O – Observation / Pengamatan
Kata yang sering di uncapkan : “Tunjangan ini wajar, karena tugas kami berat.”
Seharusnya:
Kami menyadari ada jarak besar antara kehidupan rakyat sehari-hari dengan kenyamanan yang kami rasakan di parlemen. Ketika rakyat berdesakan mencari nafkah, kami harus lebih banyak mendengar, bukan menuntut. Perbedaan inilah yang perlu kami jembatani dengan kerja nyata, bukan sekadar tambahan fasilitas.
C – Connection / Koneksi
Kata yang sering di uncapkan : “Kalau tidak dinaikkan, kerja kami tidak maksimal.”
Seharusnya:
Pertanyaan yang layak kita renungkan bersama: bagaimana mungkin kami bicara soal kesejahteraan jika rakyat sendiri belum sejahtera?

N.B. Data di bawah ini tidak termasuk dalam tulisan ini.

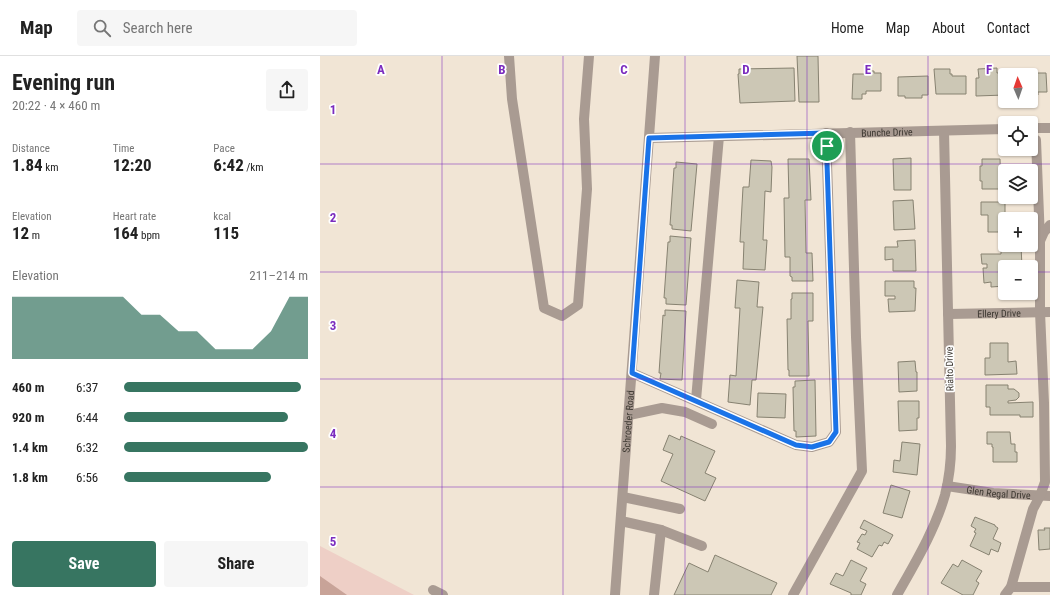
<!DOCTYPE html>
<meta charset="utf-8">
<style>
:root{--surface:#fff;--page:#f6f6f6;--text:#222;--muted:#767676;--line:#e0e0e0;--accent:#377561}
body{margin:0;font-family:"Roboto Condensed",sans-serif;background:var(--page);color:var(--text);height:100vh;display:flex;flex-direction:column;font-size:15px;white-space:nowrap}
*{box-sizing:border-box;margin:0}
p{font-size:13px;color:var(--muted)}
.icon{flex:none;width:22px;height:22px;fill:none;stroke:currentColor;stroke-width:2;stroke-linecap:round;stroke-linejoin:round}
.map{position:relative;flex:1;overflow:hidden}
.drawer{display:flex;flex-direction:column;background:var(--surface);width:320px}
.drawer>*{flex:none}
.needle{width:26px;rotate:358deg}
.fabs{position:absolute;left:678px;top:12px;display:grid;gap:8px}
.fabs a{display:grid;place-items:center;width:40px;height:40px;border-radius:4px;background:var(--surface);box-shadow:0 1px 3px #0004;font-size:20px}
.pin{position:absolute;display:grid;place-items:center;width:34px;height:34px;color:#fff;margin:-17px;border:2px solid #fff;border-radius:50%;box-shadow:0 1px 4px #0007}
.round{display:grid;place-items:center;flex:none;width:42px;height:42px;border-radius:4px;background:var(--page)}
.head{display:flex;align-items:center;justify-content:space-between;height:68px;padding:0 12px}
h1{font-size:22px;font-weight:700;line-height:30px}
.stats{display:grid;grid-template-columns:repeat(3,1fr);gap:6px;height:68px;padding:4px 12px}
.stats div{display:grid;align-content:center}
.stats b{font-size:17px;font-weight:700}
.stats small{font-size:11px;font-weight:400}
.stats p{font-size:11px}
.chart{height:112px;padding:8px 12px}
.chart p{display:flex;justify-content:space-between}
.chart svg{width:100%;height:72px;margin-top:4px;fill:var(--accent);opacity:.7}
.action{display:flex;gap:8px;margin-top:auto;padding:8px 12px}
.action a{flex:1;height:46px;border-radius:4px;background:var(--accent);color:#fff;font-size:16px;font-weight:700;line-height:46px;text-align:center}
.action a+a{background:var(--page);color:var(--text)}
ul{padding:0 12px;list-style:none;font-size:13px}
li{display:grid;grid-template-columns:64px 48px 1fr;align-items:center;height:30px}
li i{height:10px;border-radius:5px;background:var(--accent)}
header{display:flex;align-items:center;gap:24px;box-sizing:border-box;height:56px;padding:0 20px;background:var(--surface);border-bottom:1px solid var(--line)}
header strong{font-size:19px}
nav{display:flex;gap:22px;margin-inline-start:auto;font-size:14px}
.search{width:280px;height:36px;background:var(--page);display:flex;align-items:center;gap:10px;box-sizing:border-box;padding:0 14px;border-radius:4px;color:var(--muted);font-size:15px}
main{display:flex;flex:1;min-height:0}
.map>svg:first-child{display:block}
.green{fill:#eecfc6}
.forest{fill:#c8a398}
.building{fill:#ccc7b5;stroke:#878271}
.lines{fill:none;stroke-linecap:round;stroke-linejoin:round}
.minor{stroke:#a99b92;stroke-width:10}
.route-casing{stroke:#fff;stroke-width:8}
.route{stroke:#1a73e8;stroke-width:5}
.grid{fill:none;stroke:#7b2cbf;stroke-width:1;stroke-opacity:0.55}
.labels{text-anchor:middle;stroke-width:3.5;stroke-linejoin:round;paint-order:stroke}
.street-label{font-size:10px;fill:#3e3932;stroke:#fff}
.grid-label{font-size:13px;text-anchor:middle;font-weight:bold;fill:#7b2cbf;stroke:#fff;stroke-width:3.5;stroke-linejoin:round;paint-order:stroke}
</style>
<header>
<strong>Map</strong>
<div class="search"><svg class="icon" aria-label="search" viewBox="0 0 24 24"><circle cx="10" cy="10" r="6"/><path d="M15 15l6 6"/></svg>Search here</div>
<nav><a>Home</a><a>Map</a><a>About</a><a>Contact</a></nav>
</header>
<main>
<section class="drawer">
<div class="head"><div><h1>Evening run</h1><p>20:22 · 4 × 460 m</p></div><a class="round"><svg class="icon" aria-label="share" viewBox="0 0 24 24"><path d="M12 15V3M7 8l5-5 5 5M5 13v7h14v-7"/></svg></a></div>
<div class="stats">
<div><p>Distance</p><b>1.84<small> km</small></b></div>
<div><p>Time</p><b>12:20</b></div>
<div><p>Pace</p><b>6:42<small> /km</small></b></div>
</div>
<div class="stats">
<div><p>Elevation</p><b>12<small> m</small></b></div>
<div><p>Heart rate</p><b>164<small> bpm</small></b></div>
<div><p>kcal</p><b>115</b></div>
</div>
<div class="chart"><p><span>Elevation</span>211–214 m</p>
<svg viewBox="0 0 160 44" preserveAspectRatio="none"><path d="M0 44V6L10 6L20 6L30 6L40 6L50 6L60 6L70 17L80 17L90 27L100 27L110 38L120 38L130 38L140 27L150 6L160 6V44z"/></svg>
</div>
<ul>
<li><b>460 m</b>6:37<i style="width:96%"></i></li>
<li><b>920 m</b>6:44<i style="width:89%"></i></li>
<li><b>1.4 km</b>6:32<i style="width:100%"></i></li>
<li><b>1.8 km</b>6:56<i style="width:80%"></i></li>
</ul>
<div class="action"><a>Save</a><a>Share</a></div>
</section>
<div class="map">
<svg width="730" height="539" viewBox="0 0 730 539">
<rect width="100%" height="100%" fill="#f1e5d5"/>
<!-- green -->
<path class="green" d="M 0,490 L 94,539 L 0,539 Z"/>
<!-- forest -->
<path class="forest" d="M 0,520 L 27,539 L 0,539 Z"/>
<!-- building -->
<g class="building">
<path d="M 477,0 L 498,0 L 499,46 L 479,46 Z"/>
<path d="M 474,12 L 475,45 L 420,47 L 418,18 L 419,18 L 419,13 Z"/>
<path d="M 677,12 L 677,17 L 686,16 L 687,19 L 685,19 L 685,39 L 656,40 L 656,22 L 659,22 L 658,13 Z"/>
<path d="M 614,13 L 630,13 L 630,18 L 632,18 L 632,20 L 646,20 L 646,38 L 616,38 Z"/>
<path d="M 545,15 L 554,15 L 554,17 L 561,17 L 561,35 L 546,35 L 546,38 L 542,38 L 542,43 L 532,43 L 533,18 L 545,18 Z"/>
<path d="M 708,17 L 726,17 L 727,36 L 718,36 L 718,39 L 711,39 L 711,19 L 696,19 Z"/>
<path d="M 608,20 L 608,39 L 602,39 L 602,42 L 585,42 L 585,40 L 578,40 L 578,21 Z"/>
<path d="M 591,102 L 591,134 L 574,134 L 573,103 Z"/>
<path d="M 468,103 L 489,103 L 491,144 L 485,144 L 486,197 L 492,197 L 493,225 L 472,225 L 472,221 L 470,220 L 470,201 L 465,201 L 464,142 L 469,142 Z"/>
<path d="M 662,103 L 680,103 L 681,133 L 662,133 L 662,125 L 660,125 L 660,110 L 662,110 Z"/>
<path d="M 431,104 L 451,105 L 452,111 L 451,136 L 445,135 L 443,184 L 447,184 L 445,214 L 423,213 L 424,186 L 420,186 L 423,131 L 429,131 Z"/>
<path d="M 356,106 L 377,108 L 371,175 L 352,173 L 352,169 L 350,169 L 354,112 L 356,112 Z"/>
<path d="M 593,144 L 595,173 L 574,174 L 573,145 Z"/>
<path d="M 661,146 L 685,146 L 685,176 L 668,176 L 668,159 L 661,159 Z"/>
<path d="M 350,180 L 371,182 L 366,249 L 346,248 L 346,242 L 344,242 L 348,186 L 350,186 Z"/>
<path d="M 595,184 L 596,215 L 573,215 L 573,203 L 565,204 L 565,191 L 578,191 L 577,185 Z"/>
<path d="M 701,189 L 702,211 L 685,211 L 685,230 L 671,231 L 671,226 L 664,227 L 663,212 L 667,212 L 667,208 L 662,208 L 661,198 L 681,198 L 681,190 Z"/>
<path d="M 417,224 L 439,226 L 437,251 L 443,251 L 436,324 L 432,324 L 430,349 L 408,346 L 410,319 L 416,320 L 420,252 L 415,252 Z"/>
<path d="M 565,225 L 594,225 L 594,232 L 596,232 L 595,255 L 569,256 L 568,243 L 575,243 L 575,240 L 565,240 Z"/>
<path d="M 472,237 L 493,237 L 493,265 L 488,265 L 489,320 L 469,320 L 469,314 L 468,314 L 467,263 L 471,263 L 471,243 L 472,243 Z"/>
<path d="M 345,254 L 366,255 L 362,324 L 340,323 L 341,317 L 339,317 L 343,259 L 345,260 Z"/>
<path d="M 670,287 L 688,287 L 688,306 L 696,305 L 697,318 L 665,319 L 665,302 L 670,302 Z"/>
<path d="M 595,305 L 596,316 L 597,316 L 597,335 L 579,336 L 578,306 Z"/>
<path d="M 495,324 L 496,380 L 476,381 L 476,375 L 474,375 L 473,331 L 475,331 L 475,325 Z"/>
<path d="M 666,329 L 688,329 L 688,333 L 694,333 L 699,337 L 699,341 L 696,344 L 688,345 L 688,347 L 713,346 L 713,361 L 700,361 L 700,359 L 670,359 L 670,351 L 666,351 Z"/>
<path d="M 438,337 L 466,338 L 465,362 L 437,361 Z"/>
<path d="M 578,345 L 599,345 L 599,362 L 597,362 L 597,374 L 579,375 Z"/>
<path d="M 667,376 L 690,376 L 691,388 L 695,388 L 695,396 L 697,396 L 697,406 L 673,406 L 673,391 L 672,391 L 672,388 L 667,388 Z"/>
<path d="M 349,379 L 360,384 L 361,380 L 395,395 L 385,417 L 396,422 L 385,445 L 341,425 L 353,398 L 343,394 Z"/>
<path d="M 582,386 L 600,388 L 597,419 L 573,416 L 574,404 L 580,405 Z"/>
<path d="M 571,429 L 590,435 L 582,462 L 563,457 Z"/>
<path d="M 655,461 L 675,469 L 675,470 L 678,472 L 673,483 L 681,487 L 678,496 L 671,493 L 669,499 L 650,490 L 656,477 L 654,476 L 656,473 L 651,470 Z"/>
<path d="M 544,464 L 573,479 L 568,488 L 564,486 L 562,490 L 559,489 L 552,501 L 537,493 L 540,487 L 537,486 L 542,478 L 545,479 L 547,475 L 540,472 Z"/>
<path d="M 724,472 L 730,472 L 730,493 L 719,494 L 718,474 L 725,474 Z"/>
<path d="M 395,499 L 457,527 L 451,539 L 354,539 L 369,507 L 388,516 Z"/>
<path d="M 531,504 L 547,512 L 540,525 L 546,528 L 541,539 L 531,539 L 531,537 L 510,528 L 516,517 L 523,520 Z"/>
<path d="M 642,504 L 662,515 L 656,525 L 659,527 L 653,539 L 643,539 L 621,527 L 633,508 L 638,511 Z"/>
</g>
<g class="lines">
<!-- minor -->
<g class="minor">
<path d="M 189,0 L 192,43 L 224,252 L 242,260 L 258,249 L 267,133 L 264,63 L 269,0"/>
<path d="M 711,72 L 730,72"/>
<path id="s1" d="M 329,82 L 685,73"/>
<path d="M 716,84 L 720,184"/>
<path id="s2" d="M 628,258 L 730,256"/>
<path d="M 312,317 L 476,389 L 492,391 L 509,386 L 516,376 L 506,77"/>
<path d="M 376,344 L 399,80"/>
<path d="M 309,359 L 342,352 L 365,356 L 392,368"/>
<path id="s3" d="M 627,430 L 673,437 L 730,440"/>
<path d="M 303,441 L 360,453"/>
<path d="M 301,465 L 341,474 L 382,490"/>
<path d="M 691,531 L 730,531"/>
<path d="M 113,534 L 123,539"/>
<path id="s4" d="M 295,539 L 335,0"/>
<path d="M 334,539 L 341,474"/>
<path d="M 473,539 L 542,415 L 536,281 L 530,76"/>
<path d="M 577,539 C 595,507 615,474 625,439 C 629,423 631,407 631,390 L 624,75"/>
<path d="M 685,539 L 691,531 L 713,453 L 720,440 L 725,426 L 724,347 L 720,256 L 720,185 L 724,176 L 730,169"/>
</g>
</g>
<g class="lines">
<defs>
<path id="route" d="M 506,77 L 516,376 L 509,386 L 492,391 L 476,389 L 312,317 L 329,82 Z"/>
</defs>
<!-- route casing -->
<use href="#route" class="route-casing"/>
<!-- route -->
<use href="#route" class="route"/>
</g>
<!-- grid -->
<path class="grid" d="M 122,0 L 122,539M 243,0 L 243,539M 365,0 L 365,539M 487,0 L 487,539M 608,0 L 608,539M 0,108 L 730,108M 0,216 L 685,216M 711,216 L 730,216M 0,323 L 730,323M 0,431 L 730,431"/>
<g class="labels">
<!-- street labels -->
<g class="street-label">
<text dy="4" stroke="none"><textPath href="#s1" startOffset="238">Bunche Drive</textPath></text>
<text dy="4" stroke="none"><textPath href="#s2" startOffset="51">Ellery Drive</textPath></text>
<text transform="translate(629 313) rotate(-91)" y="4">Rialto Drive</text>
<text dy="4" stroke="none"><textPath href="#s4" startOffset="174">Schroeder Road</textPath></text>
<text dy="4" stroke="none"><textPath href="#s3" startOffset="52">Glen Regal Drive</textPath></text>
</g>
</g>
<g class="grid-label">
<text x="61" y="18">A</text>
<text x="182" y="18">B</text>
<text x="304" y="18">C</text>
<text x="426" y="18">D</text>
<text x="548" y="18">E</text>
<text x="669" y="18">F</text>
<text x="13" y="58">1</text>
<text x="13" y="166">2</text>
<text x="13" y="274">3</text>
<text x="13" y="382">4</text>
<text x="13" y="490">5</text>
</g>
</svg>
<div class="fabs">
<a><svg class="needle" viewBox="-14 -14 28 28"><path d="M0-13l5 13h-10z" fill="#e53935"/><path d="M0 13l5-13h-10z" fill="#767676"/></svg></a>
<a><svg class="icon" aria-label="locate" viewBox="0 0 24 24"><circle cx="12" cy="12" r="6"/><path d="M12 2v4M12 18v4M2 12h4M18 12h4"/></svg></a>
<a><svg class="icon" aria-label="layers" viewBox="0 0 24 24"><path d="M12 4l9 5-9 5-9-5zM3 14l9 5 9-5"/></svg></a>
<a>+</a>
<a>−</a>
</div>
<div class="pin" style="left:507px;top:90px;background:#1e9e55"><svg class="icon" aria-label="arrive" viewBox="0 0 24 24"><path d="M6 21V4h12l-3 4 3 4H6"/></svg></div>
</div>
</main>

Bukankah seharusnya kami lebih dulu memastikan kebutuhan dasar rakyat terpenuhi sebelum membicarakan kenyamanan kami sendiri.
I – Insight / Wawasan
Kata yang sering di uncapkan : “Ini sudah sesuai aturan.”
Seharusnya:
Kami belajar dari banyak penelitian bahwa kepercayaan rakyat kepada lembaga negara dibangun bukan hanya dari kebijakan, tetapi dari kepekaan dan empati. Itulah sebabnya, setiap keputusan harus dipertimbangkan bukan hanya secara hukum, tapi juga secara moral dan sosial.
A – Agenda / Tujuan
Kata yang sering di uncapkan : “Kami akan tetap memperjuangkan kenaikan ini.”
Seharusnya:
Agenda kami jelas: bekerja keras menekan harga kebutuhan, memperluas lapangan kerja, dan menjaga agar anggaran negara benar-benar berpihak kepada rakyat. Kalau ada tambahan fasilitas, itu harus transparan, proporsional, dan disertai komitmen nyata untuk meningkatkan kinerja demi rakyat.
L – Lo-fane / Impact (Dampak)
Kata yang sering di uncapkan : “Tunjangan ini kecil dibanding negara lain.”
Seharusnya:
Kami percaya, jika komunikasi dan kebijakan kami tepat, dampaknya bukan hanya kepercayaan rakyat yang terjaga, tapi juga energi positif untuk membangun negeri bersama. Sebaliknya, jika kami salah bicara, dampaknya bisa fatal: kepercayaan runtuh, persatuan terganggu. Karena itu, kami memilih kata-kata yang menenangkan, bukan menyakiti.
Dengan konsep bicara seperti ini, ucapan pejabat tidak hanya menghindari kemarahan, tetapi juga membangun kepercayaan.
Kata-Kata yang Seharusnya
Bayangkan jika yang di uncapkan adalah kalimat seperti ini :
Kami tahu rakyat sedang berjuang menghadapi harga kebutuhan pokok yang naik. Karena itu, setiap kebijakan, termasuk soal fasilitas DPR, harus dikaji dengan hati-hati agar tidak melukai kepercayaan rakyat. Tugas kami adalah memperjuangkan kepentingan rakyat, bukan sekadar kenyamanan pribadi.
Kalimat sederhana itu lebih menenangkan, sekaligus menunjukkan empati dan tanggung jawab moral.
Semoga kedepan tidak terulang kejadian ini, Bangsa ini sedang menghadapi tantangan besar. Di tengah tekanan ekonomi dan gejolak sosial, komunikasi publik pejabat seharusnya menjadi obat, bukan racun. Salah bicara bisa menyalakan api protes, tapi kata-kata bijak bisa menjadi air yang memadamkan bara.
Karena itu, mari kita belajar untuk menjaga lidah sama pentingnya dengan menjaga kebijakan. Sebab, salah bicara, negara bisa terbakar.